(COLLEGE STATION) The Texas Enterprise Fund has awarded $50 million for the creation of the Texas Institute for Genomic Medicine, a non-profit organization founded by two members of The Texas A&M University System The Texas A&M University System Health Science Center Institute of Biosciences and Technology (IBT) in Houston’s Texas Medical Center and Texas A&M University in College Station and Lexicon Genetics Incorporated in The Woodlands. The Institute is designed to pioneer the development of life-changing medical innovation, accelerate the pace of medical discoveries and foster the development of the biotechnology industry in Texas.

Lexicon will create a comprehensive knockout mouse embryonic stem cell library for the Institute containing 350,000 cell lines. One copy of the library will be housed in remodeled facilities at IBT in Houston and another copy will be located at a new research and commercialization facility to be built at Texas A&M in College Station. When complete, the new library is expected to be the world’s largest collection of mouse embryonic stem cells that have been engineered for the study of gene function, allowing researchers to identify and study those genes that offer the most promise for future drug development.

“I am proud that Texas is committing $50 million from the Enterprise Fund to help establish the Texas Institute for Genomic Medicine, a groundbreaking genetics research center that will bring 5,000 new jobs to Texas, attract millions of new dollars for medical research and lead to the development of life-saving medical treatments and therapies,” said Gov. Rick Perry.

“This is a historic day for the future of Texas biotechnology, and I want to commend the leadership of The Texas A&M University System for their vision in securing such far-reaching partnerships,” said U.S. Congressman Kevin Brady.

The library, constructed using Lexicon’s proprietary mouse gene knockout technology, will enable a researcher to develop a mouse that has a specific gene removed or “knocked-out.” The function of that gene can then be studied by comparing the knockout mouse to a normal mouse. Approximately 99 percent of human genes have a mouse counterpart, and research using this technology may lead to the development of drugs for a wide variety of human and animal diseases, including diabetes and obesity, infectious disease, cancer and heart disease. Institute researchers will have certain rights to utilize Lexicon’s patented gene targeting technologies. In addition, Lexicon will equip the Institute with the bioinformatics software required for the management and analysis of data relating to the library.
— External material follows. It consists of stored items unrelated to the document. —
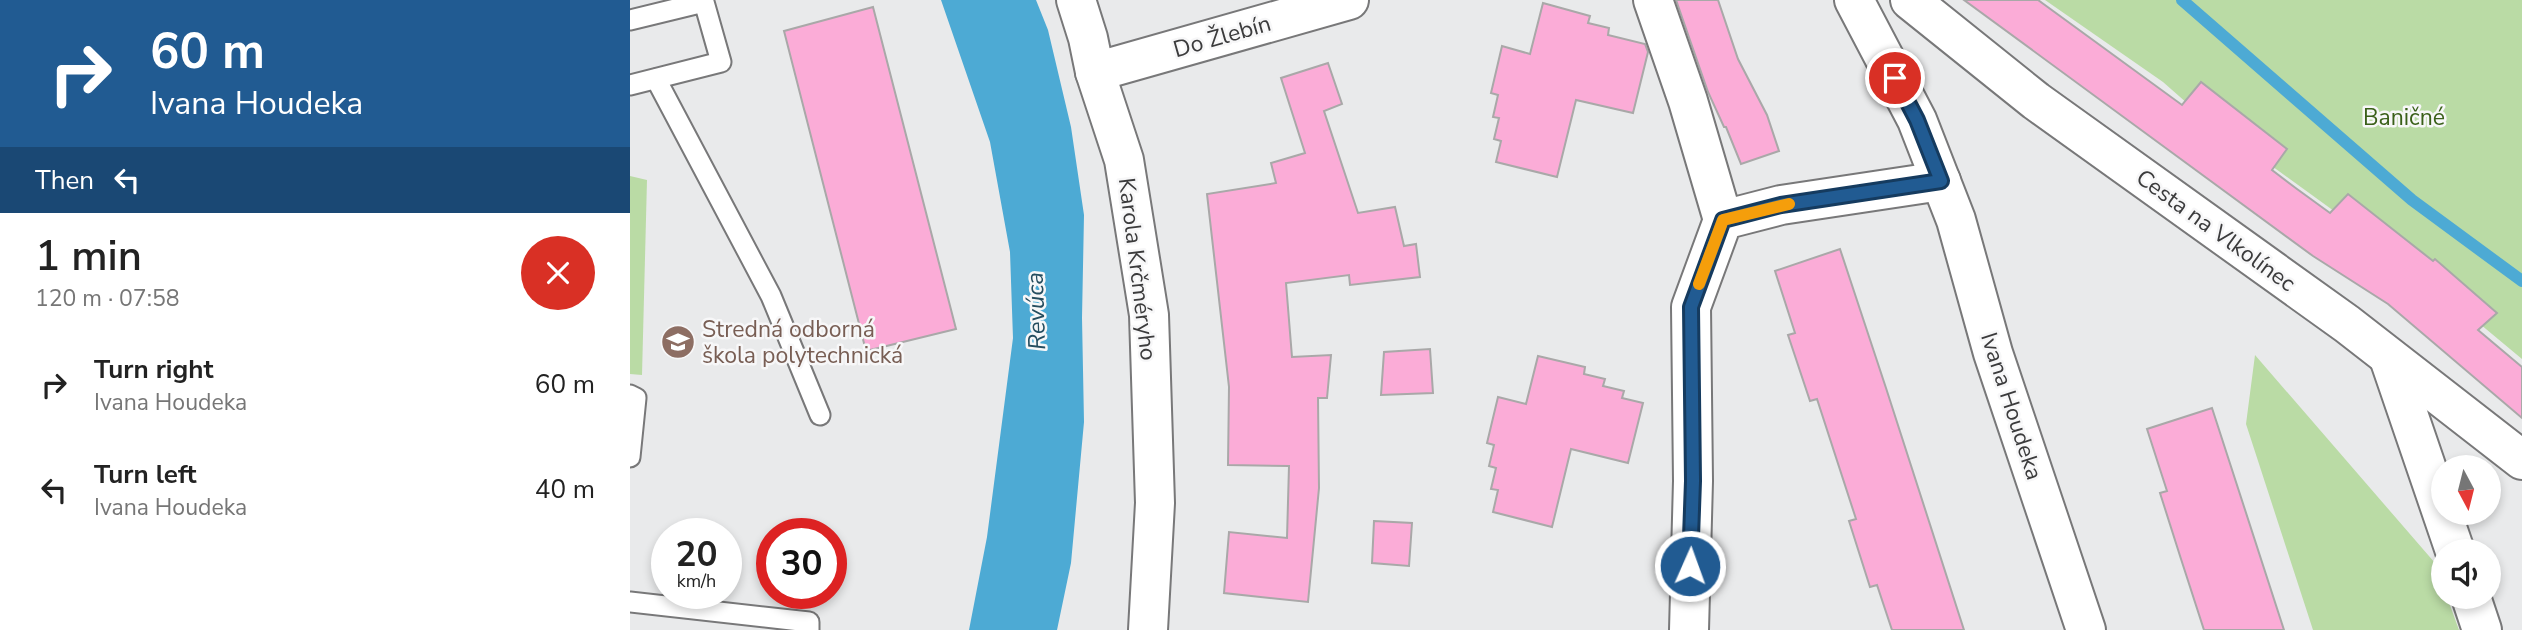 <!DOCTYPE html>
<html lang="en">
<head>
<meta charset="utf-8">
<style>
  :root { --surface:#fff; --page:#f2f2f2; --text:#222; --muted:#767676 }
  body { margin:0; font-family:"Nunito Sans",sans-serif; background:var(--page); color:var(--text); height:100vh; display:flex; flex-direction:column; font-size:26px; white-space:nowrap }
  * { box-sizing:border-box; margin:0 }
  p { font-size:23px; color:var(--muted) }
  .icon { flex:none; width:38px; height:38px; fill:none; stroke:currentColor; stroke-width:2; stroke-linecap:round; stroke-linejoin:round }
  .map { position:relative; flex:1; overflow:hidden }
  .side { display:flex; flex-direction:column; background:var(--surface); width:630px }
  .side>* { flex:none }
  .banner { background:#215b92; color:#fff; overflow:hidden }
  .needle { width:46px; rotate:173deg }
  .fabs { position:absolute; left:1801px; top:455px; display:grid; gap:14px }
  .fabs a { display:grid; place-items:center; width:70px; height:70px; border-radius:50%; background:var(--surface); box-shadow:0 4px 10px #0003; font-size:35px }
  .speed { position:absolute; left:21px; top:518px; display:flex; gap:14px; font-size:35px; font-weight:700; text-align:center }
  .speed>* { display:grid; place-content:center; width:91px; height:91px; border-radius:50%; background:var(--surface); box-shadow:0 4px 10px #0003; line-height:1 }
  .speed small { font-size:18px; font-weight:400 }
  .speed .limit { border:10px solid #d22; background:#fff; color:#111 }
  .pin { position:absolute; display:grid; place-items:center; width:60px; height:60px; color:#fff; margin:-30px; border:4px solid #fff; border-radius:50%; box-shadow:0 2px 7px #0007 }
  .me { position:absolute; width:77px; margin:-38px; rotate:2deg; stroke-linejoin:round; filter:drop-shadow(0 0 5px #0008) }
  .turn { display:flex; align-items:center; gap:24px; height:147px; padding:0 35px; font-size:32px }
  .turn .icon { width:91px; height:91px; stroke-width:2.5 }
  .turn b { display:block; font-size:49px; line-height:60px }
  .then { display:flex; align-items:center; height:66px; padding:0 35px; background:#0003; gap:14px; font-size:26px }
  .round { display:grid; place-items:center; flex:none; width:74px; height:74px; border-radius:37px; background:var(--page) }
  .summary { display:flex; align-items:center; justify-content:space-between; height:119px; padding:0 35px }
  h1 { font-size:42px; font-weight:600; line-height:52px }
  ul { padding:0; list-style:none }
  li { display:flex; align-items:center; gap:21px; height:105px; padding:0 35px }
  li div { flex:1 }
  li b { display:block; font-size:26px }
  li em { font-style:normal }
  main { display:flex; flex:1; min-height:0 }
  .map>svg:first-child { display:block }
</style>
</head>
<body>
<main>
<section class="side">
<div class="banner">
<div class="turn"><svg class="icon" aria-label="right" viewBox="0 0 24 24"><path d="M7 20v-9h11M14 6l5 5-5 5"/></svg><div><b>60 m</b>Ivana Houdeka</div></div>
<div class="then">Then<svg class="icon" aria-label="left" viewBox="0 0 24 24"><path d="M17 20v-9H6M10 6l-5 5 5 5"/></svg></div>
</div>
<div class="summary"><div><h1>1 min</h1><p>120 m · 07:58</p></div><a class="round" style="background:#d93025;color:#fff"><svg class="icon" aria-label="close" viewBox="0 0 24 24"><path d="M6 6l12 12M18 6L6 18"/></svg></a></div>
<ul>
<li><svg class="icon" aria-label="right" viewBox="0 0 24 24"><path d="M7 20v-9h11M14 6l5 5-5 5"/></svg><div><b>Turn right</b><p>Ivana Houdeka</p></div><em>60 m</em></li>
<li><svg class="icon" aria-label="left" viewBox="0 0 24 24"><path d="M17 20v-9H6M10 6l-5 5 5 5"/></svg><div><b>Turn left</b><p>Ivana Houdeka</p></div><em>40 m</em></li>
</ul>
</section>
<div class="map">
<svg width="1892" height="630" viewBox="0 0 1892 630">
  <rect width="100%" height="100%" fill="#e9eaeb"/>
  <g fill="#badba5">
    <path d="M1415,0H1892V359L1784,269L1566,111L1533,82Z"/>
    <path d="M0,176L17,180L12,375L0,374Z"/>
    <path d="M1625,355L1805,563L1813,586V597H1817L1829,630H1683L1616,424Z"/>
  </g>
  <path fill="#4daad4" d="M311,0H406L418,30L441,127L454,215L452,318L454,422L441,563L427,630H339L357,537L383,338L380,252L360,142Z"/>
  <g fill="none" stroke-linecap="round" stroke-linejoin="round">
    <path stroke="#4daad4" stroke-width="12" d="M1552,0L1782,200L1892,281"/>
  </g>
  <g fill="#fbacd7" stroke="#a9a8a8" stroke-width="2">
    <path d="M1046,0H1088L1108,59L1137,115L1149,151L1111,164L1096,127H1094L1078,92Z"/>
    <path d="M1334,0H1408L1552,105L1571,82L1657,149L1642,170L1667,189L1700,213L1718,194L1803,261L1805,259L1867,313L1848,330L1892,367V418L1758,304L1683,256Z"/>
    <path d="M913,3L960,16L958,23L979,28L978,35L1015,44L1018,52L1003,113L946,100L927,177L866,162L871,141L864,139L869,118L863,117L868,95L861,93L872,46L900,54Z"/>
    <path d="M243,7L326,329L236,351L154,31Z"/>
    <path d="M698,63L712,104L694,111L728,213L765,207L774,246L786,244L790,277L720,285L719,275L656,283L662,357L701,355L697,398H688L689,488L678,602L594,593L599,532L657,538L659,466L598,465L599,387L577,194L646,183L641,163L675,153L651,78Z"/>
    <path d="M1210,249L1256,388L1334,630H1262L1247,585L1240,587L1219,521L1226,519L1187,399L1180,401L1158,335L1165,333L1145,271Z"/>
    <path d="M800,349L803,393L751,395L754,352Z"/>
    <path d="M908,356L955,367L954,374L975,379L973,386L994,391L992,398L1013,403L998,463L941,449L922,527L863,512L868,490L861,489L866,468L859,466L864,445L857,443L868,397L896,404Z"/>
    <path d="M1582,408L1654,630H1574L1551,559L1530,493L1537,491L1517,429Z"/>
    <path d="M744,521L782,523L779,566L742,563Z"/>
  </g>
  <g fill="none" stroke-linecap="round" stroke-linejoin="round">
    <g stroke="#787879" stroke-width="23">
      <g id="lane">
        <path d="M0,20L74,2L91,62L0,85"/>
        <path d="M26,79L141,296L190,415"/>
        <path d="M0,395L6,398L0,457"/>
        <path d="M0,602L179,622V630"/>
      </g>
    </g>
    <g stroke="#787879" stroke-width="42">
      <g id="street">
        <path d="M446,0L458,38L465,72L494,160L519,315L525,503L518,630"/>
        <path d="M1023,0L1058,101L1093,220"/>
        <path d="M1224,0L1287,120L1326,220L1363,353L1456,630"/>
        <path d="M1280,0L1406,101L1717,324L1892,460"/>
        <path d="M465,72L719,0"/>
        <path d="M1759,358L1825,551"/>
        <path d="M1841,597L1852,630"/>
        <path d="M1059,630L1063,481L1061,307L1093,220L1151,205L1311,181"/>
      </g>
    </g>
    <use href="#lane" stroke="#fff" stroke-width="19"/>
    <use href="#street" stroke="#fff" stroke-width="38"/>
  </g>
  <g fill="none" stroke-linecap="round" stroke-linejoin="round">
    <g stroke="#153b5f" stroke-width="18">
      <path id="route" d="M1060,566L1063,481L1061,307L1093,220L1151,205L1311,181L1287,120L1265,78"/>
    </g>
    <use href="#route" stroke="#215b92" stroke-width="12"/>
    <path stroke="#f59e0b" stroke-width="12" d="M1069,284L1093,220L1159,204"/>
  </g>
  <defs>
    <g id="school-disc" transform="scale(1.75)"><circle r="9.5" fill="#8d6e63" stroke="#f7f7f8"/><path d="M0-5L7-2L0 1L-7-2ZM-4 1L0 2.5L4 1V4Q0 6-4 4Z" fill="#fff"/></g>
  </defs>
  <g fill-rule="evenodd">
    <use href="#school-disc" x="48" y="342"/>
  </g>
  <g text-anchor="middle" stroke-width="5" stroke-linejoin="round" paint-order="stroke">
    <g font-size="23" fill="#3b3b3c" stroke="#f7f7f8">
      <text transform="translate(592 36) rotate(-16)" y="8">Do Žlebín</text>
      <text transform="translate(1586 230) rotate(36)" y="8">Cesta na Vlkolínec</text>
      <text transform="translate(508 269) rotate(83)" y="8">Karola Krčméryho</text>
      <text transform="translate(1382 406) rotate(72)" y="8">Ivana Houdeka</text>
    </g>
    <g font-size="23" fill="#3a6019" stroke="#f7f7f8">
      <text x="1774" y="125">Baničné</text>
    </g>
    <g font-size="23" fill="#785e54" stroke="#f7f7f8" text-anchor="start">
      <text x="72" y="337">Stredná odborná<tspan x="72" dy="26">škola polytechnická</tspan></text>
    </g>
    <g font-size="24" font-style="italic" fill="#254d5f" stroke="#f7f7f8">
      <text transform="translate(406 311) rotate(-92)" y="8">Revúca</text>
    </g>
  </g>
</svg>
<div class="fabs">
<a><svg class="needle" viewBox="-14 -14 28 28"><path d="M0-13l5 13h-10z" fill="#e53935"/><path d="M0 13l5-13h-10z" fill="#767676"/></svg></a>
<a><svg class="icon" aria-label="sound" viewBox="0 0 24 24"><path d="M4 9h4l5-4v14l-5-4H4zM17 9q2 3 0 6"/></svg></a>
</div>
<div class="speed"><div>20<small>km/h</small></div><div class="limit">30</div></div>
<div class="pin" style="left:1265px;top:78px;background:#d93025"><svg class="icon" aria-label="arrive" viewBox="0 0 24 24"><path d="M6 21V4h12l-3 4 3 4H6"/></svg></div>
<svg class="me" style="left:1060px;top:566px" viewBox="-20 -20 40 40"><circle r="17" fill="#215b92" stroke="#fff" stroke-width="3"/><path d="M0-11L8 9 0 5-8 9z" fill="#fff"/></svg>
</div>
</main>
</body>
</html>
“We believe that this innovative model, combining the strength of the State of Texas, a flagship research university Texas A&M the Texas A&M System Health Science Center, and a visionary company Lexicon Genetics will benefit Texas, our nation and indeed all of mankind. In collaboration with other universities and companies emerging in the biotech area, the Institute truly has limitless potential to improve health care and the quality of life,” said John D. White, chairman of the A&M System Board of Regents.

The Institute is a 501(c)(3) public-private partnership managed by the A&M System and funded through competitive selection for a $50 million investment from the $295 million Texas Enterprise Fund, created by the 78th Legislature to bring jobs and employers to Texas. This matches the largest Texas Enterprise Fund grant ever awarded for a single project. The A&M System will receive $15 million to create facilities and infrastructure to house the library, and Lexicon Genetics will receive $35 million.

The A&M System conducts more than $500 million in research annually, much of which deals with the life sciences and biotechnology, said A&M System Chancellor Robert D. McTeer. “We are pleased to enter into this partnership with the largest biotechnology employer in Texas in an effort that is expected to benefit human health to an unprecedented degree and boost our state’s economy.”

The Institute is expected to bring 5,000 jobs to Texas over the next 10 years. In addition, it is expected to facilitate the creation of new biotechnology companies in Texas, strengthen partnerships between the state’s higher education institutions and corporations, and position participants to effectively compete for grant funding. Entities outside of Texas will be invited to participate in the Institute to further their scientific research efforts. The Institute will make cells from its library available to researchers worldwide.

The A&M System is one of the largest systems of higher education in the nation, with a statewide network of nine universities, seven state agencies and a health science center. Texas A&M, the state’s first public institution of higher education, is a land-grant, sea-grant and space-grant institution with more than 45,000 students in 170 fields of study in 10 academic colleges. The university has the state’s only College of Veterinary Medicine and Biomedical Sciences. IBT, one of five components of the statewide A&M System Health Science Center, is dedicated to being a leader in biomedical research and biotechnology with an emphasis on developing technologies for the prevention and treatment of human diseases.